Listed records
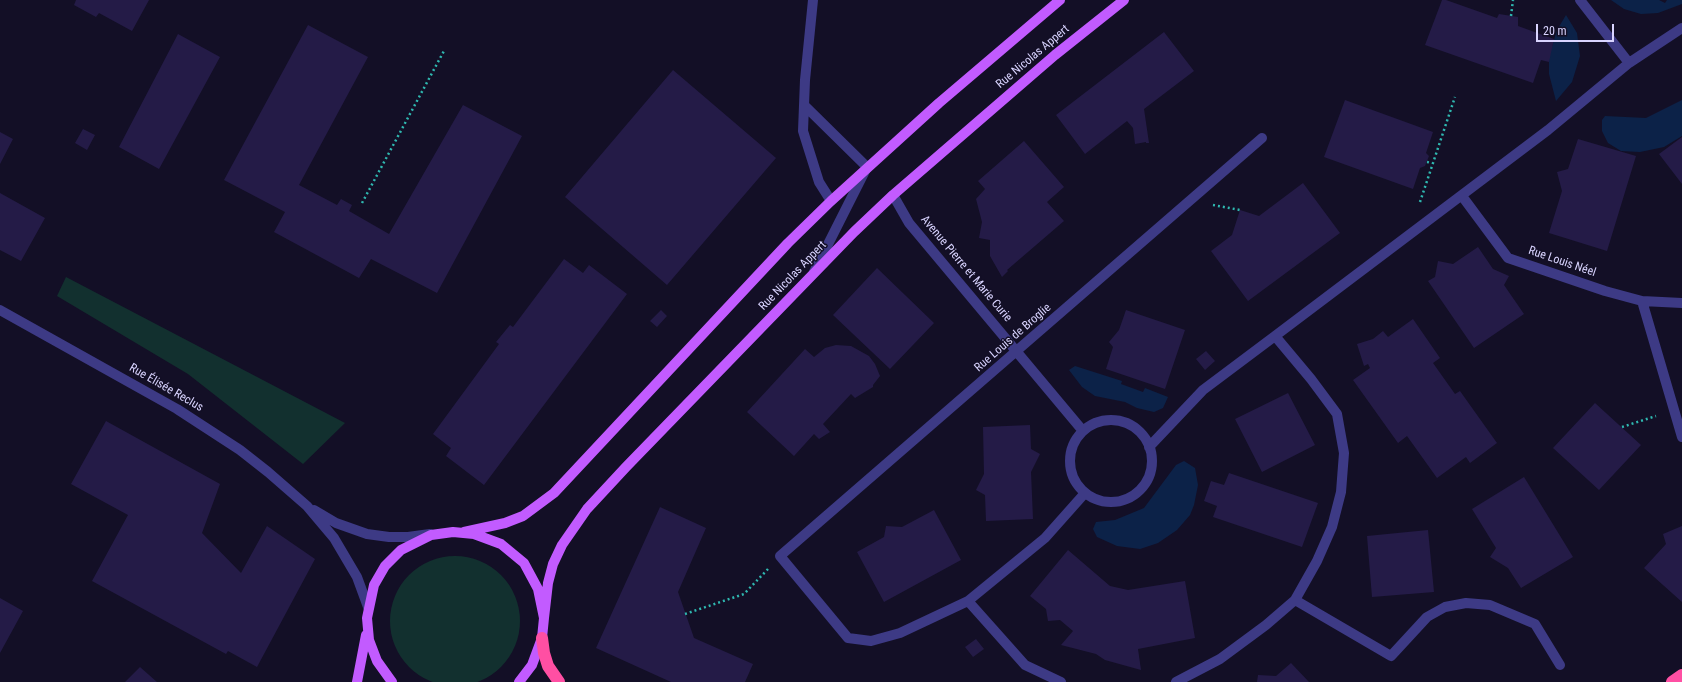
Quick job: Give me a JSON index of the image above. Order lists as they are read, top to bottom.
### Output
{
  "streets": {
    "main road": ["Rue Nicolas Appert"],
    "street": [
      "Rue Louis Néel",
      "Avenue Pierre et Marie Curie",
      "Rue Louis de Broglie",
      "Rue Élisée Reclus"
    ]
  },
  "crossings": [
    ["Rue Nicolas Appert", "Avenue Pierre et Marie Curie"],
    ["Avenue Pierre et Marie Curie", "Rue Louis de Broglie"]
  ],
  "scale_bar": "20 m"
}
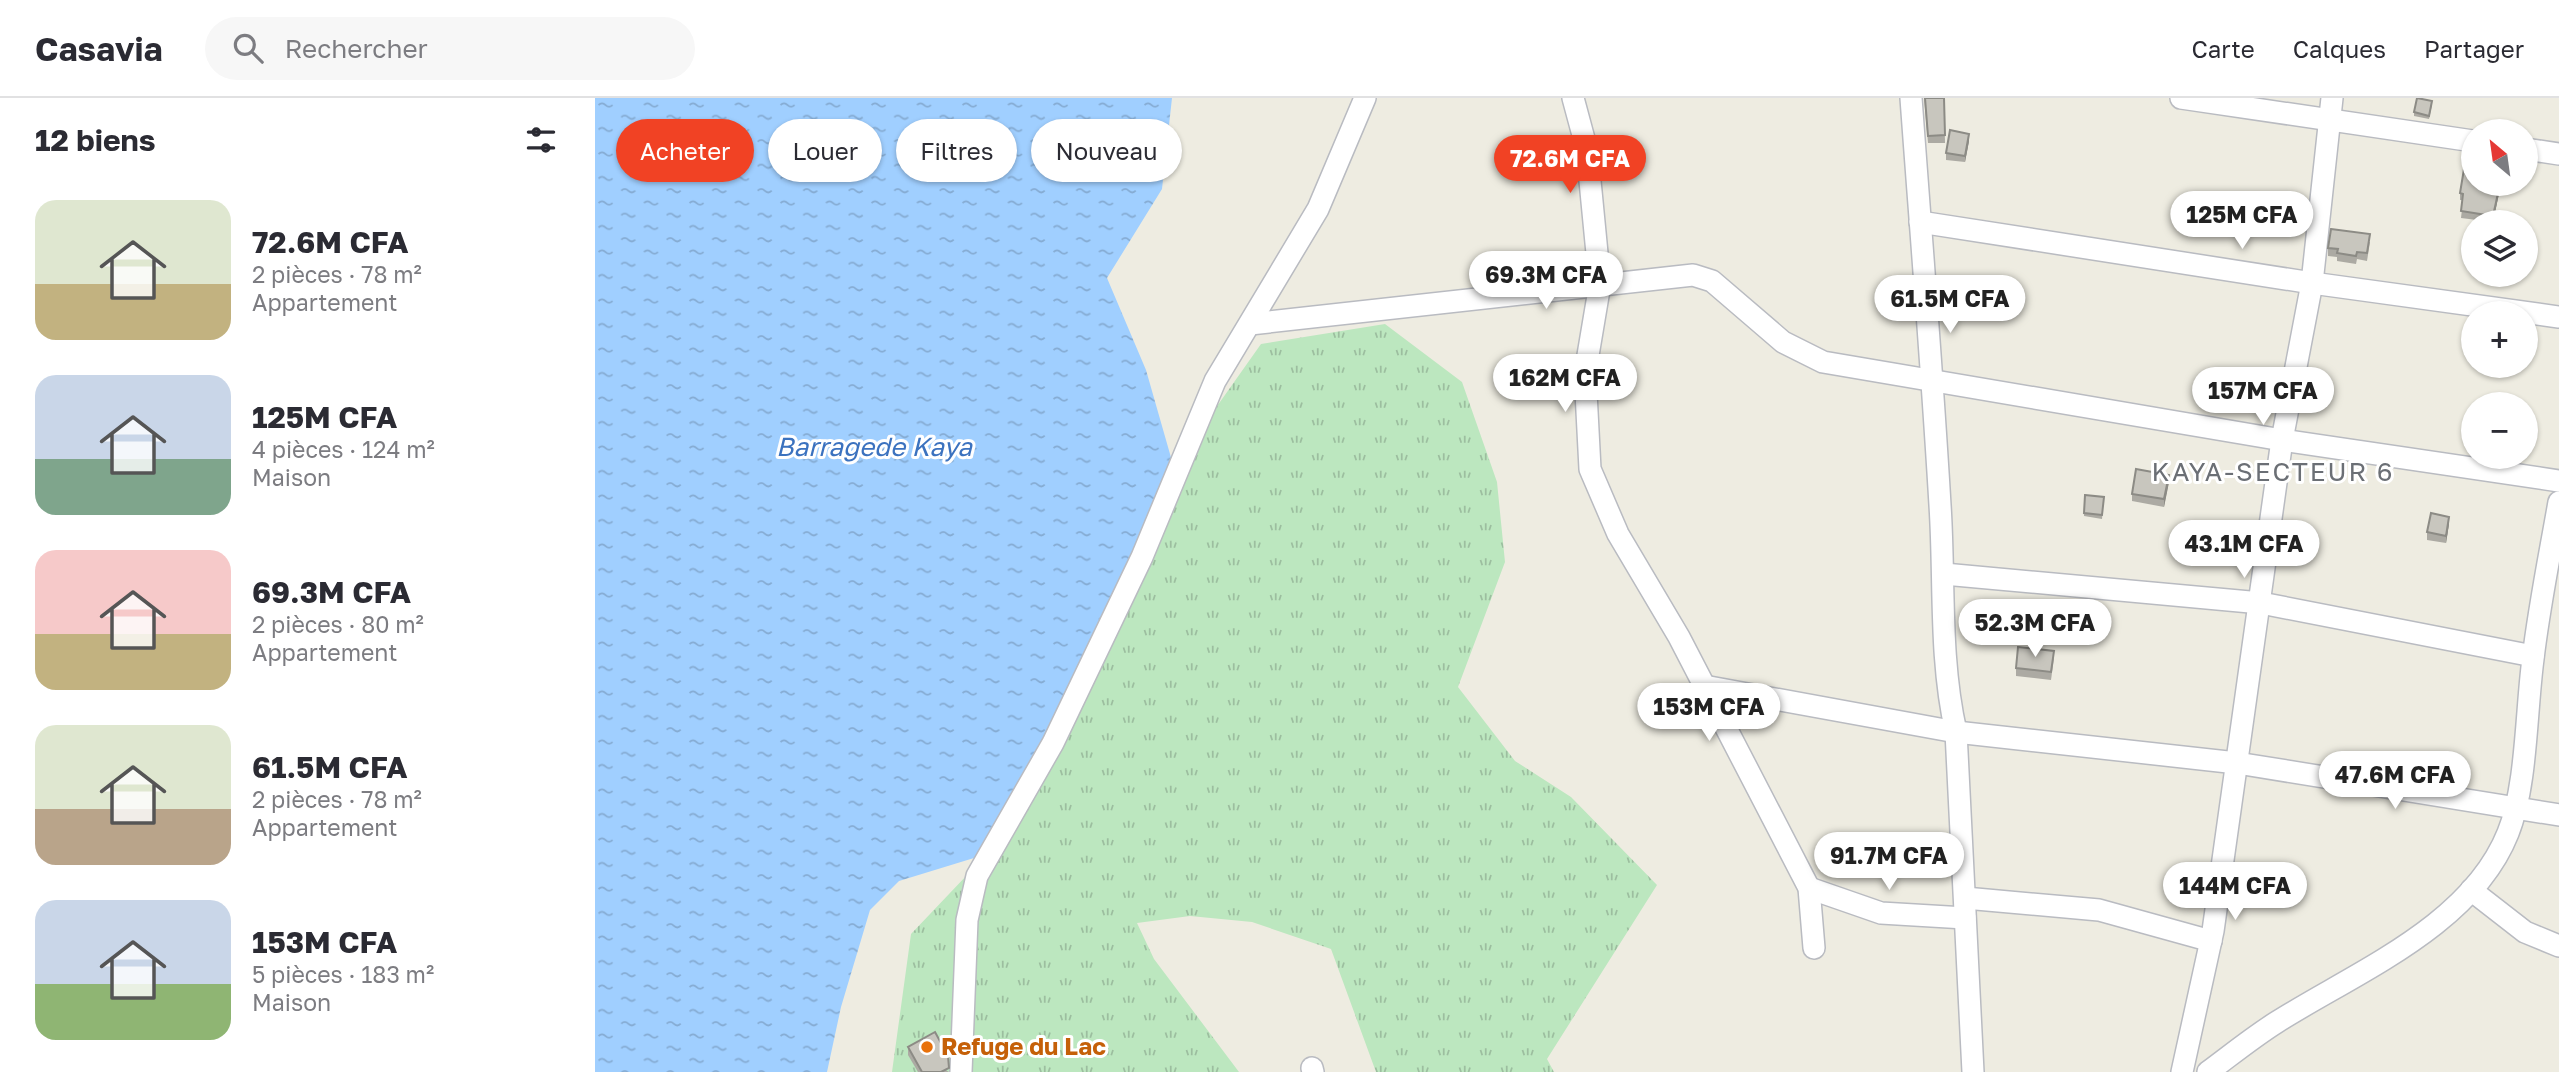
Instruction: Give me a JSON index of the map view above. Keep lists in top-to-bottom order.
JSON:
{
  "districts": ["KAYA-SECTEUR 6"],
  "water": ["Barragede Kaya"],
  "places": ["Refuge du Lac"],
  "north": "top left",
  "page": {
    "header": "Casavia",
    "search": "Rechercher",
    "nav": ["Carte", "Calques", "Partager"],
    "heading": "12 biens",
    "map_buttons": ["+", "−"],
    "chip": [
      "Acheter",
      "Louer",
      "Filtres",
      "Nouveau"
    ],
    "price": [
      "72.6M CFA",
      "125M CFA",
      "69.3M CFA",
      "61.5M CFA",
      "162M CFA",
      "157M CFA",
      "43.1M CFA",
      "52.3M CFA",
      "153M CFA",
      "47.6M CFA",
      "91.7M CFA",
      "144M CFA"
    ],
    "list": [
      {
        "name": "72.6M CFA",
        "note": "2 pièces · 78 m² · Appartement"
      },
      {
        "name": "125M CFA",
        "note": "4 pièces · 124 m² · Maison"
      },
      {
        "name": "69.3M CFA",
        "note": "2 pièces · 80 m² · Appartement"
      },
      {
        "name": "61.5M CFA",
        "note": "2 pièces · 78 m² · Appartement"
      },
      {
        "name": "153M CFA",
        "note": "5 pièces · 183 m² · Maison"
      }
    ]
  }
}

Work instruction
Filter the records above for lines with "Maison".

Output for this exercise
        "note": "4 pièces · 124 m² · Maison"
        "note": "5 pièces · 183 m² · Maison"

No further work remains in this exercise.